## [EXERCISE]
The entries are to be output in full, word for word.

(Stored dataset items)
• • • •

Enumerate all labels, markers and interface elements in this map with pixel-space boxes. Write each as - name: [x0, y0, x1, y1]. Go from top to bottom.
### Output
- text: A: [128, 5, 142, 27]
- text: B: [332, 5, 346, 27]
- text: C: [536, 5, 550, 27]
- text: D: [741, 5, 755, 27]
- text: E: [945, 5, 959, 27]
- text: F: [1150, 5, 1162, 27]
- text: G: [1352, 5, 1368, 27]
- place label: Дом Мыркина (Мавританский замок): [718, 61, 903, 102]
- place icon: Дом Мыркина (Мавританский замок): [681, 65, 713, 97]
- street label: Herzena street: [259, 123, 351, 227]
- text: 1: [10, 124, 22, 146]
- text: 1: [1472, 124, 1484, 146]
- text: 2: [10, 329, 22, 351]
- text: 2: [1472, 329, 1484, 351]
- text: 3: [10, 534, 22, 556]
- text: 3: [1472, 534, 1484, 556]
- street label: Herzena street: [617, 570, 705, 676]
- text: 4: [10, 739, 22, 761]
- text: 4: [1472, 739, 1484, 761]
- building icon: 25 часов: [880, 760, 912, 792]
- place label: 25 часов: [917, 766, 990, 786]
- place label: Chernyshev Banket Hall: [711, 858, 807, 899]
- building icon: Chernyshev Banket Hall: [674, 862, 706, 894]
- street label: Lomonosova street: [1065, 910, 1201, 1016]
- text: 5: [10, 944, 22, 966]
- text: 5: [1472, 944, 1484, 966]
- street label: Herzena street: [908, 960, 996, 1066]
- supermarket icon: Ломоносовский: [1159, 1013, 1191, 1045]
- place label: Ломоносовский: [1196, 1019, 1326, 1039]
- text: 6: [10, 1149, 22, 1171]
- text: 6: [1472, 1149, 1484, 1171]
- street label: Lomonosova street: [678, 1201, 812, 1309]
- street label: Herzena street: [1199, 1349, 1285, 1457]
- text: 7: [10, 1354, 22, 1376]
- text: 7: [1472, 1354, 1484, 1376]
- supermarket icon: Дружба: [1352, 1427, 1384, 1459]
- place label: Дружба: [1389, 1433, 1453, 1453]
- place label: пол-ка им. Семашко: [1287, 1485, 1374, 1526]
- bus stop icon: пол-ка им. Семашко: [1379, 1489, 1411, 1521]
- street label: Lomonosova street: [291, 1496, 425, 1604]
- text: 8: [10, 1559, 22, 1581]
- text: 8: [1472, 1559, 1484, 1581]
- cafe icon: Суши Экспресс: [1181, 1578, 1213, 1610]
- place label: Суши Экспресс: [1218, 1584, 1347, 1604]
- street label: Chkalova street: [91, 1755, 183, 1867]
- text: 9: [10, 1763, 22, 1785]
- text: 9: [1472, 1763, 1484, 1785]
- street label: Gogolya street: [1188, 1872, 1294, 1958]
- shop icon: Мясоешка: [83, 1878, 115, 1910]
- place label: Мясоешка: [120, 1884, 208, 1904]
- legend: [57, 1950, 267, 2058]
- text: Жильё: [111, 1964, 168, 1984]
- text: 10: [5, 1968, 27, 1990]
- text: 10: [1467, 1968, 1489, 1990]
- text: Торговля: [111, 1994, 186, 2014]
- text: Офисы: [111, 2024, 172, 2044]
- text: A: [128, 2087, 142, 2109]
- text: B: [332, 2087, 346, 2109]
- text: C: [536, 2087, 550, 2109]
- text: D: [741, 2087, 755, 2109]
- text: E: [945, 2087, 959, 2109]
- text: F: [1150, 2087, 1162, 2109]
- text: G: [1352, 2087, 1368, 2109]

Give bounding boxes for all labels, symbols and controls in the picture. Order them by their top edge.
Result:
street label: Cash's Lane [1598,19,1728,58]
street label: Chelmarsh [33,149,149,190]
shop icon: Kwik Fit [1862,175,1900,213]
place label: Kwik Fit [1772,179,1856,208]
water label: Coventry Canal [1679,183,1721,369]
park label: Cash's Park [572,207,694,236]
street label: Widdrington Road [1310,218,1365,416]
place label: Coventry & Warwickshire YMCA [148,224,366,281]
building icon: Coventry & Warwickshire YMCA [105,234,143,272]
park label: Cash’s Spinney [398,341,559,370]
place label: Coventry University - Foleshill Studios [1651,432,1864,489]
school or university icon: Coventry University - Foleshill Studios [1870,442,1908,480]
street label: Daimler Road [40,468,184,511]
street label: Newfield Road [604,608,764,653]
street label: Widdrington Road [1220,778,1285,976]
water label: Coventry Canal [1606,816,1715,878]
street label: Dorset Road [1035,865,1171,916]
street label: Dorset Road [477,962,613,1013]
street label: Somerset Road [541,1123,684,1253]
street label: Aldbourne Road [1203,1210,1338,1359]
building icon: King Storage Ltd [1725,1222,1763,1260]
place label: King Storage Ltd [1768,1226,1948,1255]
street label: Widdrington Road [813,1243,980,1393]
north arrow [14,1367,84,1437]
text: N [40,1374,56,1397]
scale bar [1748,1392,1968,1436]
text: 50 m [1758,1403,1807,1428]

• • • •

## [EXERCISE RESULT]
Enumerate all labels, markers and interface elements in this map with pixel-space boxes. Write each as - name: [x0, y0, x1, y1]. Go from top to bottom.
### Output
- text: A: [128, 5, 142, 27]
- text: B: [332, 5, 346, 27]
- text: C: [536, 5, 550, 27]
- text: D: [741, 5, 755, 27]
- text: E: [945, 5, 959, 27]
- text: F: [1150, 5, 1162, 27]
- text: G: [1352, 5, 1368, 27]
- place label: Дом Мыркина (Мавританский замок): [718, 61, 903, 102]
- place icon: Дом Мыркина (Мавританский замок): [681, 65, 713, 97]
- street label: Herzena street: [259, 123, 351, 227]
- text: 1: [10, 124, 22, 146]
- text: 1: [1472, 124, 1484, 146]
- text: 2: [10, 329, 22, 351]
- text: 2: [1472, 329, 1484, 351]
- text: 3: [10, 534, 22, 556]
- text: 3: [1472, 534, 1484, 556]
- street label: Herzena street: [617, 570, 705, 676]
- text: 4: [10, 739, 22, 761]
- text: 4: [1472, 739, 1484, 761]
- building icon: 25 часов: [880, 760, 912, 792]
- place label: 25 часов: [917, 766, 990, 786]
- place label: Chernyshev Banket Hall: [711, 858, 807, 899]
- building icon: Chernyshev Banket Hall: [674, 862, 706, 894]
- street label: Lomonosova street: [1065, 910, 1201, 1016]
- text: 5: [10, 944, 22, 966]
- text: 5: [1472, 944, 1484, 966]
- street label: Herzena street: [908, 960, 996, 1066]
- supermarket icon: Ломоносовский: [1159, 1013, 1191, 1045]
- place label: Ломоносовский: [1196, 1019, 1326, 1039]
- text: 6: [10, 1149, 22, 1171]
- text: 6: [1472, 1149, 1484, 1171]
- street label: Lomonosova street: [678, 1201, 812, 1309]
- street label: Herzena street: [1199, 1349, 1285, 1457]
- text: 7: [10, 1354, 22, 1376]
- text: 7: [1472, 1354, 1484, 1376]
- supermarket icon: Дружба: [1352, 1427, 1384, 1459]
- place label: Дружба: [1389, 1433, 1453, 1453]
- place label: пол-ка им. Семашко: [1287, 1485, 1374, 1526]
- bus stop icon: пол-ка им. Семашко: [1379, 1489, 1411, 1521]
- street label: Lomonosova street: [291, 1496, 425, 1604]
- text: 8: [10, 1559, 22, 1581]
- text: 8: [1472, 1559, 1484, 1581]
- cafe icon: Суши Экспресс: [1181, 1578, 1213, 1610]
- place label: Суши Экспресс: [1218, 1584, 1347, 1604]
- street label: Chkalova street: [91, 1755, 183, 1867]
- text: 9: [10, 1763, 22, 1785]
- text: 9: [1472, 1763, 1484, 1785]
- street label: Gogolya street: [1188, 1872, 1294, 1958]
- shop icon: Мясоешка: [83, 1878, 115, 1910]
- place label: Мясоешка: [120, 1884, 208, 1904]
- legend: [57, 1950, 267, 2058]
- text: Жильё: [111, 1964, 168, 1984]
- text: 10: [5, 1968, 27, 1990]
- text: 10: [1467, 1968, 1489, 1990]
- text: Торговля: [111, 1994, 186, 2014]
- text: Офисы: [111, 2024, 172, 2044]
- text: A: [128, 2087, 142, 2109]
- text: B: [332, 2087, 346, 2109]
- text: C: [536, 2087, 550, 2109]
- text: D: [741, 2087, 755, 2109]
- text: E: [945, 2087, 959, 2109]
- text: F: [1150, 2087, 1162, 2109]
- text: G: [1352, 2087, 1368, 2109]

Give bounding boxes for all labels, symbols and controls in the picture. Order them by their top edge.
Result:
street label: Cash's Lane [1598,19,1728,58]
street label: Chelmarsh [33,149,149,190]
shop icon: Kwik Fit [1862,175,1900,213]
place label: Kwik Fit [1772,179,1856,208]
water label: Coventry Canal [1679,183,1721,369]
park label: Cash's Park [572,207,694,236]
street label: Widdrington Road [1310,218,1365,416]
place label: Coventry & Warwickshire YMCA [148,224,366,281]
building icon: Coventry & Warwickshire YMCA [105,234,143,272]
park label: Cash’s Spinney [398,341,559,370]
place label: Coventry University - Foleshill Studios [1651,432,1864,489]
school or university icon: Coventry University - Foleshill Studios [1870,442,1908,480]
street label: Daimler Road [40,468,184,511]
street label: Newfield Road [604,608,764,653]
street label: Widdrington Road [1220,778,1285,976]
water label: Coventry Canal [1606,816,1715,878]
street label: Dorset Road [1035,865,1171,916]
street label: Dorset Road [477,962,613,1013]
street label: Somerset Road [541,1123,684,1253]
street label: Aldbourne Road [1203,1210,1338,1359]
building icon: King Storage Ltd [1725,1222,1763,1260]
place label: King Storage Ltd [1768,1226,1948,1255]
street label: Widdrington Road [813,1243,980,1393]
north arrow [14,1367,84,1437]
text: N [40,1374,56,1397]
scale bar [1748,1392,1968,1436]
text: 50 m [1758,1403,1807,1428]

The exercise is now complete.